Universality property

A random hash function from U to m that satisfy \[\forall x,y \in U, P\{h(x) == h(y)\} = \frac{1}{m}\]

Hash Choice

$h_A(x) = (ax \mod p) \mod m, p > |U|, a \in \{1, 2, ... , p-1\}$

power of two choices: $\log \log n$ n balls: $n^2$ bins to prevent collisions

bloom filters

depends on requirements : is $x \in S ? \rightarrow \mbox{yes} even if x \notin S$

Randomized Algorithms’ properties

las vegas Algorithms
- always correct
- resource usage randomized
monte carlo Algorithms
- sometimes correct
- resource usage is fixed
- amplification run it n times: the chance of failure to drop exponentially(can be arbitartily small)

LV algorithm that runs in expected time T(n), run for 3T(n) steps. converts to monte carlo

Markov inequality: $P(x>3\mu) \leq \frac{1}{3}$

Min cut

cut $(S,V-S)$, size of cut is the number of edges between $S,V-S$.

contract edge : take an edge and collapse it and two endpoints to a single node

edge contaction preserves the min cut in a graph

min cut k, $|E| \geq \frac{kn}{2}$

randomly pick edges and accumulate:
prob = $1/n^2$
T times prob failure = $e^{-T/n^2}$

Freivald’s methods

verify AB=C in $n^2$ time

one way answer
take $r \in (0,1)^n$
compare $ABr | Cr$
probability is bounded by some number

Schwartz-Zipped-DeMillo-Lipton lemma

prime field $F_p = arithmetic \mod p$ for a polynominal P, it only have at most P root.

two bits string, $a_1,...,a_n$ and $b_1,...,b_n$
$A = \sum_{x=1}^{x=n}a_x x^n$
pick a field F, $|F| = n^2 $
$r \in F$, $A(r) | B(r)$
$Pr(A(r) == B(r)| A \neq B)\leq \frac{n}{n^2} = \frac{1}{n} = \frac{d}{|S|}$

Document Similarity

Jacob similarity = $\frac{|A\cap B|}{A \cup B}$

hash of doc: \[h(w) \rightarrow [0,1]\] \[h(doc) = \min\{h(w),w \in doc\}\] \[Pr(h(A) = h(B)) = Jacob similarity\]

Probabilistic Behavior

resource usage
correctness
tail distribution
- Markov inequality:
  - $E[X] = \mu,X \in R^+, \forall a>0, Pr(X\geq a\mu) \leq \frac{1}{a}$
- Chebyshev inequality:
  - $Pr(|X-\mu| \geq a \sigma) \leq \frac{1}{a^2}$
- Chernoff bound:
  - $Pr(x>(1+\delta) \mu) \leq c_\sigma^\mu$
  - $c_\sigma = [\frac{c^\sigma}{(1+\sigma)^{1+\sigma}}]$
  - Simpler form: $Pr(|X-\mu| \leq \sigma \mu) \leq 2 e^{-\frac{\mu\delta^2}{3}}$

Approximation Algorithms

Give an answer $s\in S$, have some function $V(s)$, give the value of the solution.
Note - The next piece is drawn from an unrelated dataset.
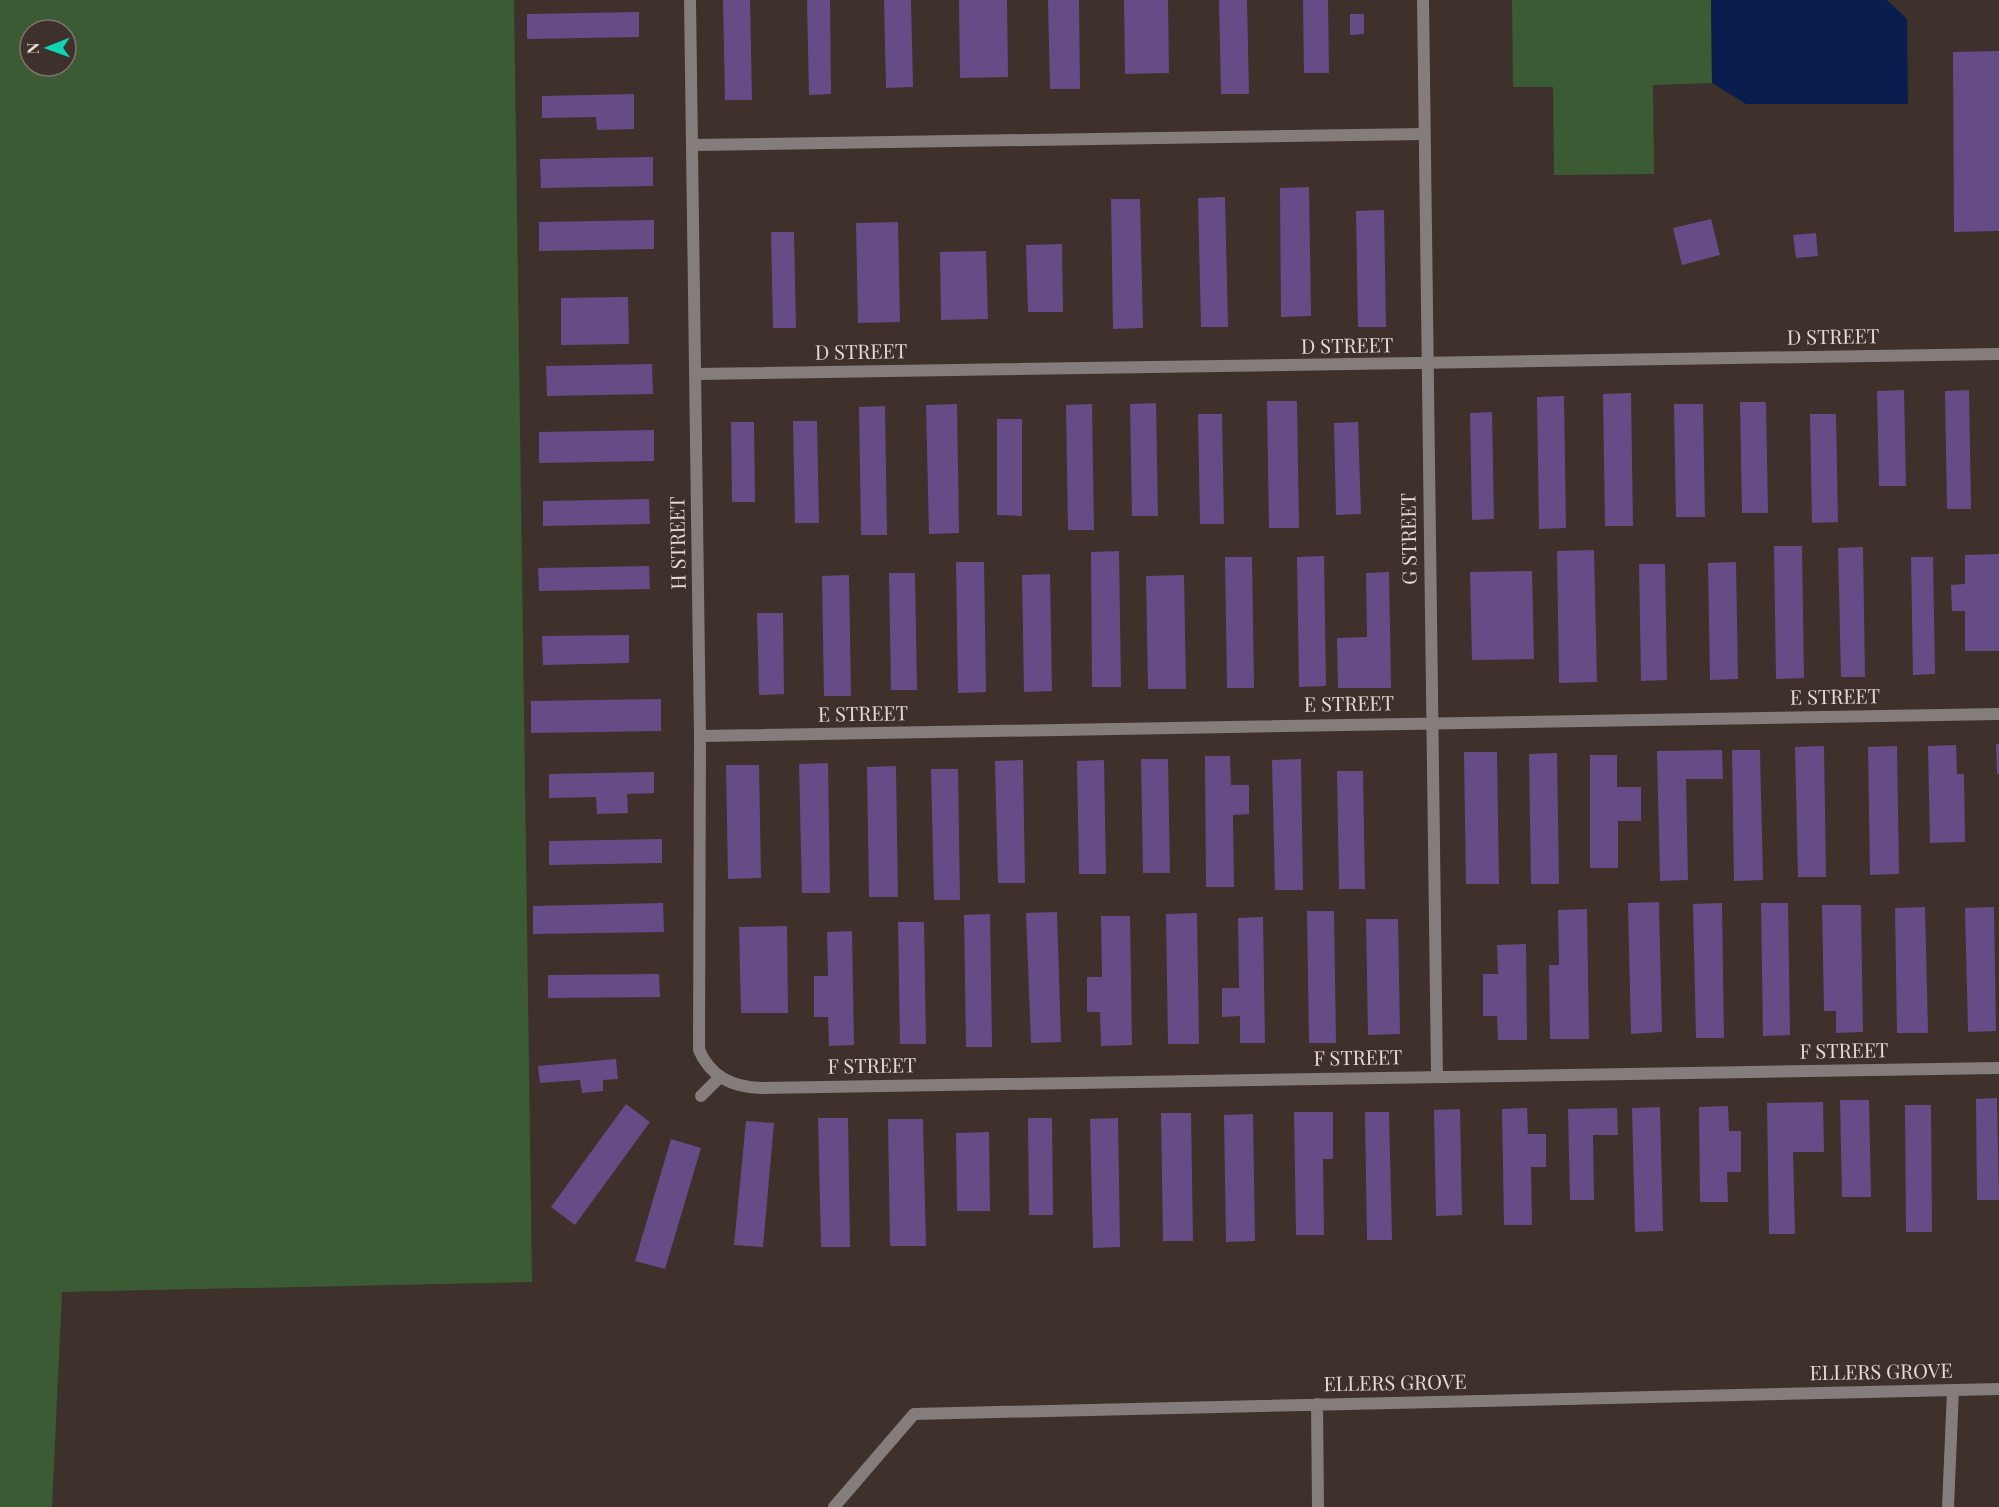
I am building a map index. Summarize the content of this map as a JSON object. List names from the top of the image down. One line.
{"streets":{"street":["D STREET","G STREET","H STREET","E STREET","F STREET","ELLERS GROVE"]},"crossings":[["D STREET","G STREET"],["D STREET","H STREET"],["G STREET","E STREET"],["G STREET","F STREET"],["H STREET","E STREET"],["H STREET","F STREET"]],"north":"left"}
Objective: $\min/ \max\{V(s)\}$

PAC Learning¹

Relative/absolute error comparing to best $V^*(S)$
Guarantee of running time & quality. comparing to herustics
Algorithm that will always give an answer with less than certain error
Don’t know the right answer
Max-cut : half approximation, using randomly spliting the vertices set

Finding the median in constant time

find median O(n)
approximate median: value / rank
Take one random element: $E[\Delta Rank]= n/4$
take three random element: $5/32$

Constant storage majority element

take two, same keep count
+/- count
take k bins to find the frequency of n/k

Trade-off

Deterministic / randomized
exact / approximate

Vertex cover

Degree strategy : $ s/opt log N$. opt and each progress

Set of edges chosen forms a matching -> at least k $s/opt \leq 2$

lower bound
$A \leq c f(G)$
$opt \geq f(G)$
$\frac{A}{opt} \geq f(g) \geq \frac{A}{C}$
$\frac{A}{opt} \leq C$

Set cover

Harder, NP hard, for less than $logN$ approx

NP hard Rank

independent set
set cover
vertex cover
arbitrary good

Travelling salesperson

If there’s an algorithm that approximates TSP to g(n) factor (relative apporximation) then P=NP

Hamilton cycle, path visiting each vector exactly once(gap method)
- add missing edges to have large weight, k
- TSP -> check total weight
- arbitrary precision

Approximation algor(triangular inequality)

compute MST
preorder traversal, with poping
delete multiple instances with direct distance
$OPT \geq MST$ - lower bound
cost less than 2MST(because we duplicated all edges to make it eularian)
approximation is within 2 times of the optimal

Reduce the 2 to 1.5: * observe the number of odd-degreed nodes are even * will pairing them up to make it eularian cut down the number of added edges? * convert to minimum cost matching * $C(M^+) \leq C(M in opt) \leq \frac{OPT}{2}$ * C(tour) within 1.5

Polynomial time approximation scheme(PTAS)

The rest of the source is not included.